We focused of getting Alex to move his centre of mass into the turn – instead of pushing his skis out. The idea was to drop down into the new turn as fast as possible – by being relaxed at the hips – seen in the video with the exercise on the bench. In the stills from his video we can see he was doing this quite well with the stubby poles – but lost it totally in the long poles by reaching for the pole and causing body rotation. The problem here is that the stiff, inclined body will not be able to get across the skis quickly enough into the next turn.
Alex tends to still push his skis outwards to some degree – skidding and losing a lot of speed and control. Also he wasn’t looing ahead to read the course and misjudged the verticalé completely being far too wide from the poles when entering it. We will have to discuss tactics.
Holding the ski poles across the front of his body to deflect the slalom poles seemed to significantly help him to both stop rotating and to move more effectively down and into his turn.
Mike
Mike has struggled with skiing but clearly is clearly determined to convert that struggle into something positive.

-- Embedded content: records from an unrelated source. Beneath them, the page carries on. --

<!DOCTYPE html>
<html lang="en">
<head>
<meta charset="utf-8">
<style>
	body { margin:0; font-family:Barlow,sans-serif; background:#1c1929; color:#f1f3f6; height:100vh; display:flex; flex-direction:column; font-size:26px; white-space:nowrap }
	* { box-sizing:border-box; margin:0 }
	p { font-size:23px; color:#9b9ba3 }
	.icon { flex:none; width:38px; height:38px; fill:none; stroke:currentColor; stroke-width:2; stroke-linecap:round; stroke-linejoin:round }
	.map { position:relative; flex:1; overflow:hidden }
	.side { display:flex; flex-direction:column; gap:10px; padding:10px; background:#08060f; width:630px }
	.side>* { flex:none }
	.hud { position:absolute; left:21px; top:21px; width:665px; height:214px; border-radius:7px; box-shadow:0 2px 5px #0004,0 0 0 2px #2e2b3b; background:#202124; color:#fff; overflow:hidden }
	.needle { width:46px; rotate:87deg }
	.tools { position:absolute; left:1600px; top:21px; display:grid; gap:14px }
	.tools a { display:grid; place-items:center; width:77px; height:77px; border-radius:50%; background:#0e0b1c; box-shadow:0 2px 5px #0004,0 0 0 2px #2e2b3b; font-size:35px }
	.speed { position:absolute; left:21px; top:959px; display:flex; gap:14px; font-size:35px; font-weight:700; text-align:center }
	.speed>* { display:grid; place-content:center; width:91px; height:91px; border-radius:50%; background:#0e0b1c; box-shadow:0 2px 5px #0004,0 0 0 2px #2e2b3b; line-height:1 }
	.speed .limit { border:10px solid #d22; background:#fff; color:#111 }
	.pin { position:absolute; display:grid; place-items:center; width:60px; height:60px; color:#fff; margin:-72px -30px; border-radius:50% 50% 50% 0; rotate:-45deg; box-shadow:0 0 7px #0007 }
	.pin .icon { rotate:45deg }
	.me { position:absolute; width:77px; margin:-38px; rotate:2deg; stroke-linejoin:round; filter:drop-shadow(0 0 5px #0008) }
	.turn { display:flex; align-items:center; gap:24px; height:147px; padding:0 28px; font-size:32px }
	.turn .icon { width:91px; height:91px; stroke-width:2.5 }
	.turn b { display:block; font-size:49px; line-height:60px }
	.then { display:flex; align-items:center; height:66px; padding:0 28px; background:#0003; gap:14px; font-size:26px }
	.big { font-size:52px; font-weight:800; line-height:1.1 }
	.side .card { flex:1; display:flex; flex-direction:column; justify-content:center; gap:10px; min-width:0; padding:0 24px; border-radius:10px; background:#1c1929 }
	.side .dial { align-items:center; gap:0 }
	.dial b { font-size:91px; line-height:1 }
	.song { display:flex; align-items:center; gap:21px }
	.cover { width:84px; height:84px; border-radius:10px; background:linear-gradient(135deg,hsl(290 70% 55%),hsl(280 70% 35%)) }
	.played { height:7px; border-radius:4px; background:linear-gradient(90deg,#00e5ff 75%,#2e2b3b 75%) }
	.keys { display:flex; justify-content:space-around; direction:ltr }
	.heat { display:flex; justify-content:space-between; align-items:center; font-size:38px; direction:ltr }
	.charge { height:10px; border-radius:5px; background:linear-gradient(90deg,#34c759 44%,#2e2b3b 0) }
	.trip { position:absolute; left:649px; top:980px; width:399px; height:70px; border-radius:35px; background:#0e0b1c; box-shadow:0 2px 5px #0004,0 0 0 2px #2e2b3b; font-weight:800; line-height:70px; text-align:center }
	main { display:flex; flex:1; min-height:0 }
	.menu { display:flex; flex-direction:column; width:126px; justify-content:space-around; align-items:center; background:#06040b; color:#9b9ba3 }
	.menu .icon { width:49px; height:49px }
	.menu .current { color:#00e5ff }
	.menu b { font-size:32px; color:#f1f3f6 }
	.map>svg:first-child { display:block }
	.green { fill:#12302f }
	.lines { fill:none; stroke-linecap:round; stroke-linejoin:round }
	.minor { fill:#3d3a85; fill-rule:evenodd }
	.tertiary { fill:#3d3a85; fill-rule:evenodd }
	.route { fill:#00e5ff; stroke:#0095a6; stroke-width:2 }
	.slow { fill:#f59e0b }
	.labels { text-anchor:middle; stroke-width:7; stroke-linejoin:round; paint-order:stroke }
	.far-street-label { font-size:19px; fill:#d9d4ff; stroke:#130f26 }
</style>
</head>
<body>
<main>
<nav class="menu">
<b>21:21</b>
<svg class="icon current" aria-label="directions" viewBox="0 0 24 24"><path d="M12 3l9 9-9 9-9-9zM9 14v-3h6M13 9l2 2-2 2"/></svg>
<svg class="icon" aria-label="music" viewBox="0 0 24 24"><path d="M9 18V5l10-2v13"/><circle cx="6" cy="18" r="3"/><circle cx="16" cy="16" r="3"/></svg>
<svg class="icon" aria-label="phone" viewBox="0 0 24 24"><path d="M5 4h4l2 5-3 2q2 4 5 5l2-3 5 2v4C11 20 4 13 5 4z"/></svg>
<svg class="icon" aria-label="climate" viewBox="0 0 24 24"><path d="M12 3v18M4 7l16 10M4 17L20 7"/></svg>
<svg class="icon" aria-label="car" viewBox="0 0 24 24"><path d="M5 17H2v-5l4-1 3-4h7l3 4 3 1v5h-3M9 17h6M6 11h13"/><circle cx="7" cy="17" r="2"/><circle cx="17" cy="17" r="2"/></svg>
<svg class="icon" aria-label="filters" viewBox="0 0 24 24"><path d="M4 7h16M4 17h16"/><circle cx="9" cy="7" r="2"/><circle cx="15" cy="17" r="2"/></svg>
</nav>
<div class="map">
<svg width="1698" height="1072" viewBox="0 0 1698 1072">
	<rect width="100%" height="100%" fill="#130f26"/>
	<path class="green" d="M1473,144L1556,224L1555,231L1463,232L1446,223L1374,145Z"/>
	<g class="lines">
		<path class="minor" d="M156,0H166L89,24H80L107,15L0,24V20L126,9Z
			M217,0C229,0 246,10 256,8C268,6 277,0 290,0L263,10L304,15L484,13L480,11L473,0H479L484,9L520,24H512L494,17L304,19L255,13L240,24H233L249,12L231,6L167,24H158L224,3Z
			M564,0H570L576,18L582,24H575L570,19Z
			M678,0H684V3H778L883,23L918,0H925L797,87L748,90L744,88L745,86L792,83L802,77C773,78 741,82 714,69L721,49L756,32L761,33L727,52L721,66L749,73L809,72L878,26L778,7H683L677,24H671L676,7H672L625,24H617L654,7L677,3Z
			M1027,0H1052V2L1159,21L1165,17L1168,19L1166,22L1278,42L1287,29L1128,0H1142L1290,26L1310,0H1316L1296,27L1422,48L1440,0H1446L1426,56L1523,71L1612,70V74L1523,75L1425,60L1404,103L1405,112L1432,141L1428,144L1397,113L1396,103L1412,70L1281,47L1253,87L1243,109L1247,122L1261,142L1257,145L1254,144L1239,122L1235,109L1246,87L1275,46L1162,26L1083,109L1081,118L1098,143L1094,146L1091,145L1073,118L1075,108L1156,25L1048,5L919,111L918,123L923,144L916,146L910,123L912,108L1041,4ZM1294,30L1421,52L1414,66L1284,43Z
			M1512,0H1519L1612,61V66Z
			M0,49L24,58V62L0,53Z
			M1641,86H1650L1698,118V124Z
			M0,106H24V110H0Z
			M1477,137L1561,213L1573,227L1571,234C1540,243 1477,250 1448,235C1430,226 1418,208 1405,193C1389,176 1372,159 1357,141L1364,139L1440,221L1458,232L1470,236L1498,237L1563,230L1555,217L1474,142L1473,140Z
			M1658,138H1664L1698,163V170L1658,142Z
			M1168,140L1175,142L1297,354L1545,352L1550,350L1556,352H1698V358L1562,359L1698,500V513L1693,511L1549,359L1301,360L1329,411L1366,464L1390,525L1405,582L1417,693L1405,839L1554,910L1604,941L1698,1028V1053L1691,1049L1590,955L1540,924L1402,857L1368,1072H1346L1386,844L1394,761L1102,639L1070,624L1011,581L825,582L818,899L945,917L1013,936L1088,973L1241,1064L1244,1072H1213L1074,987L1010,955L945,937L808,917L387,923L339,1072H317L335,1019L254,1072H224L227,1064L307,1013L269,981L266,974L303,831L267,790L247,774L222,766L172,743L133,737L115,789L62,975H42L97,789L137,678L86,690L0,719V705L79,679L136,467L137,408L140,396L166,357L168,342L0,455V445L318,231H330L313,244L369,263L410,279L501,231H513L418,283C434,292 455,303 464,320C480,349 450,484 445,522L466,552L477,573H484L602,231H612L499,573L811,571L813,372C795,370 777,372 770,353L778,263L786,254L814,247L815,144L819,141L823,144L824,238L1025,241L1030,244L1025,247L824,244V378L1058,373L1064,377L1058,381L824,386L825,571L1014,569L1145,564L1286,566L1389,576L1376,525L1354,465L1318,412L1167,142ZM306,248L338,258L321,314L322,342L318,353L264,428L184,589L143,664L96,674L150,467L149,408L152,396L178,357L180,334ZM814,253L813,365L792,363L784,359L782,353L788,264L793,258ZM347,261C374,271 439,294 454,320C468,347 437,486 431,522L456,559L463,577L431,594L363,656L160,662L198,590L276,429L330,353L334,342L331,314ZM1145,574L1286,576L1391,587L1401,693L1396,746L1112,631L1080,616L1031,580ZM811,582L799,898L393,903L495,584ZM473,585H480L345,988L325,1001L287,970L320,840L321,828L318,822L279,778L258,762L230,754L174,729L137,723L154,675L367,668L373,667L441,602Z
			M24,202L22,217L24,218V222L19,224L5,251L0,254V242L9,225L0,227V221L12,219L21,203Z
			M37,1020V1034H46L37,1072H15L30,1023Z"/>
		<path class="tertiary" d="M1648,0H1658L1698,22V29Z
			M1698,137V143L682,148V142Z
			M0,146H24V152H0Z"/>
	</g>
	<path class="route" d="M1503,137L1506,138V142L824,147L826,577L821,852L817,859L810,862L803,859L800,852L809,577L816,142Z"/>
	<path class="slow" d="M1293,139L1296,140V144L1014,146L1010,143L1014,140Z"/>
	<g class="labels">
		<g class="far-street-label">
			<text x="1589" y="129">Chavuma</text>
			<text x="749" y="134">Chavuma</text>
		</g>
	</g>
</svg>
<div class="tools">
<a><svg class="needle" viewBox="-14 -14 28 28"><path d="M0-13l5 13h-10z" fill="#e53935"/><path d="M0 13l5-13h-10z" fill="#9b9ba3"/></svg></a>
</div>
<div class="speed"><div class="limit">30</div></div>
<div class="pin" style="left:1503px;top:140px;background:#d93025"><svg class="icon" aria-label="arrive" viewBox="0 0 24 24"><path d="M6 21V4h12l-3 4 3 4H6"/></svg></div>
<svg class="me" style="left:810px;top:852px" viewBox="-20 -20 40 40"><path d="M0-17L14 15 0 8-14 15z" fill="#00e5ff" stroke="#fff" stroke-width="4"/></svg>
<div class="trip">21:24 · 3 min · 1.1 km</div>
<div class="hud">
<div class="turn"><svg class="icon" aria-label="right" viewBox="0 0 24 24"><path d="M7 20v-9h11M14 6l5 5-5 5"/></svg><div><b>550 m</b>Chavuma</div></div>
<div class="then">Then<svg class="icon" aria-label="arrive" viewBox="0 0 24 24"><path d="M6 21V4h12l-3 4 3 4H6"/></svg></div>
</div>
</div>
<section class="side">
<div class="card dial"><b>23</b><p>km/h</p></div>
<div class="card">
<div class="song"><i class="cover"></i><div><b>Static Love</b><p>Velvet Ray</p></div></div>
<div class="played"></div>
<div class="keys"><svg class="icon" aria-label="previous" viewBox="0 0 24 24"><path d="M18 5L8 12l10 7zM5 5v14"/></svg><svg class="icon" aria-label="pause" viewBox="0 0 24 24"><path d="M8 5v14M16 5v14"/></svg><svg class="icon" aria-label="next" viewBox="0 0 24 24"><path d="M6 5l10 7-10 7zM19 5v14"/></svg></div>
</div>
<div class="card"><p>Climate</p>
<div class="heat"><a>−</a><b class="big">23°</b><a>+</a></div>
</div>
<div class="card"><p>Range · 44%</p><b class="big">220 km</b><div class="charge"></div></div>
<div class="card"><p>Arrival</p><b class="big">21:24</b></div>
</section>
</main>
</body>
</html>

Interestingly enough I think that slalom is the ideal way to go about that. The physical constraints provided by the gates turns this into something very real – instead of just a set of exercises or ideas. We are forced to adapt – beyond the normal boundaries that our imagination permits. The physical constraints give us clear feedback – which the skier and coach can both work with.
Mike was working to try to move over his lower ski to exit each turn – to allow the centre of mass to move unobstructed from one turn to the next. What’s clear to me in the video is that he was barely managing that – hence was lifting the ski in the turn transition instead of the body moving down into the next turn. This was exacerbated due to body rotation – turning around the poles instead of skating straight downhill through them. It was a positive start though and I think we will see some real progress quickly.